Future functional characterization of potential bacterial endophytes such as Stenotrophomonas and Sphingomonas for anti-A. flavus and anti-aflatoxigenic properties either through isolation from infected kernels of resistant lines or already available strains from the same genus will assist in the development of novel biocontrol agents targeting A. flavus. It will be useful to examine if specific microbiome-related genera associated with aflatoxin resistance in the resistant maize lines can be transferred through breeding to susceptible genotypes that do not carry these beneficial endophytes naturally.

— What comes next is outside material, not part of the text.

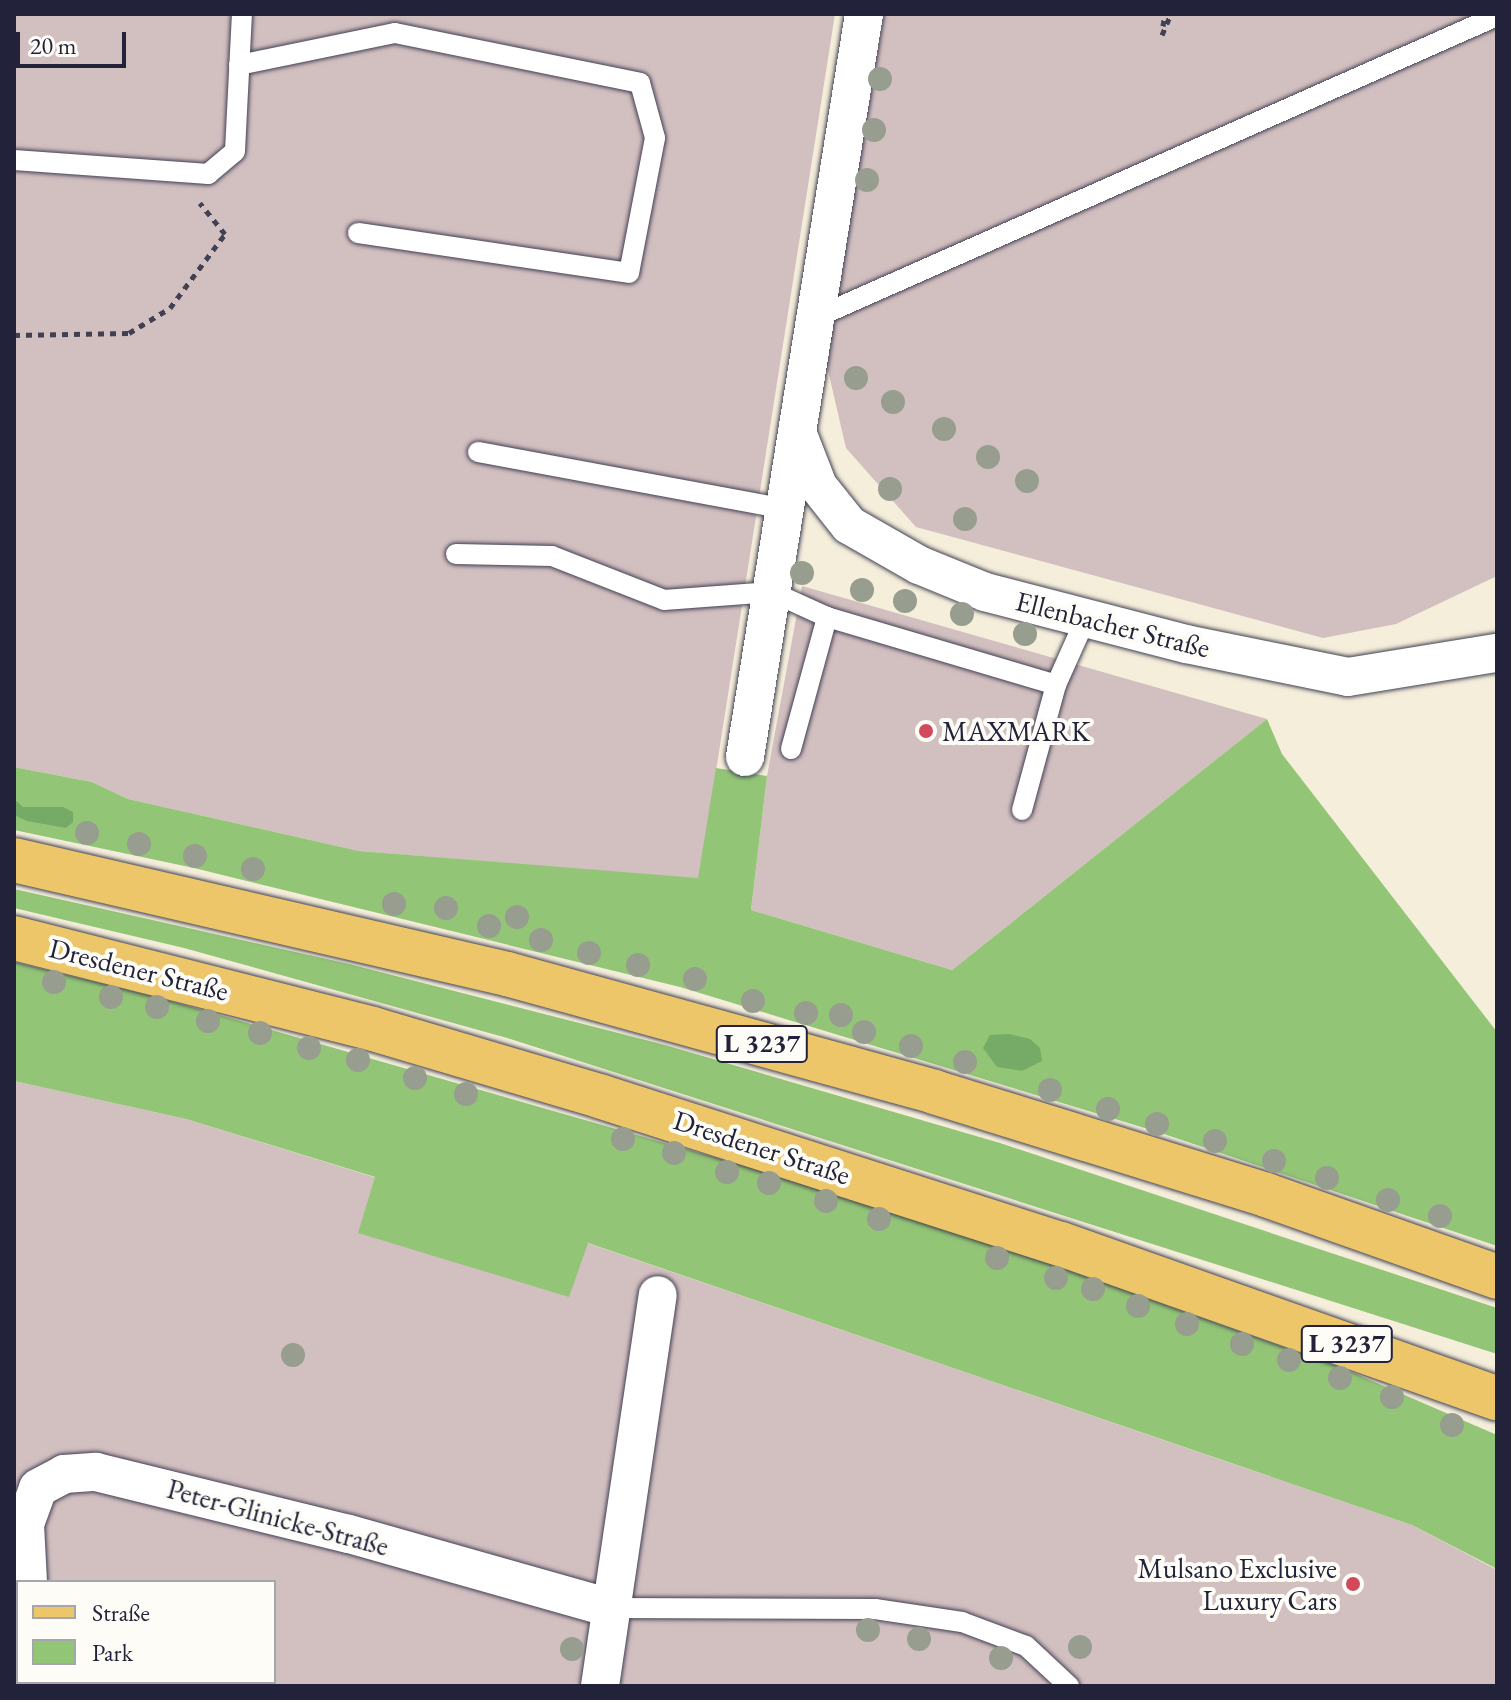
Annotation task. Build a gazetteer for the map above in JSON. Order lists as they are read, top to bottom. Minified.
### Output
{"streets":{"main road":["Dresdener Straße","L 3237"],"street":["Ellenbacher Straße","Peter-Glinicke-Straße"]},"places":["MAXMARK","Mulsano Exclusive Luxury Cars"],"legend":["Straße","Park"],"scale_bar":"20 m"}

In addition, candidate biocontrol endophytes can also be examined for efficacy following seed or foliar application of susceptible genotypes in the field and if vertical transfer (seed to seed) of beneficial endophytes is possible in A. flavus-susceptible maize genotypes. Furthermore, the use of maize cultivars with seed endophytes perhaps may not only confer resistance to A. flavus infection but also improve protection against other abiotic and biotic stresses.

4. Materials and Methods

4.1. Maize Kernel Inoculation and Incubation

Maize kernels that were undamaged and were uniform in size were collected from the A. flavus-susceptible genotype SC212 and resistant genotypes TZAR102 (highly resistant) and MI82 (moderately resistant) [37] and were used in the kernel screening assay (KSA [38]) as reported earlier [18]. The resistant lines used in this study were characterized earlier for significantly lower surface growth of fungal mycelia and lower accumulation of aflatoxin than the susceptible line. Maize kernels were surface sterilized using 70% ethanol followed by air drying and stored under sterile conditions prior to the start of experiments. A highly pathogenic and high aflatoxin-producing A. flavus AF13 strain (isolate SRRC 1532 [39]) was grown on V8 agar medium for 7 days at 30 °C under illumination, and the spores were collected for kernel inoculation. Surface-sterilized kernels were placed in a sterile 300 mL beaker that contained 100 mL of spore suspension (4 × 106 spores/mL) and continuously stirred for 3 min. After removing any excess inoculum, the kernels were placed in plastic caps that were arranged in trays containing moist filter paper on the bottom. The filter paper was kept moist by adding sterile ddH2O during the course of the experiment in order to maintain high relative humidity. Kernels inoculated with A. flavus or water (control, “mock-inoculated”) were placed inside trays (with lids on top). The trays were placed in an incubator in the dark at 31 °C. The kernels were collected at day 0, day 3, and day 7 post-inoculation. The samples were flash frozen using liquid N and stored at −80 °C prior to further processing using a Geno/Grinder (Metuchen, NJ, USA). Each treatment had three biological replicates, and each biological replicate consisted of four kernels.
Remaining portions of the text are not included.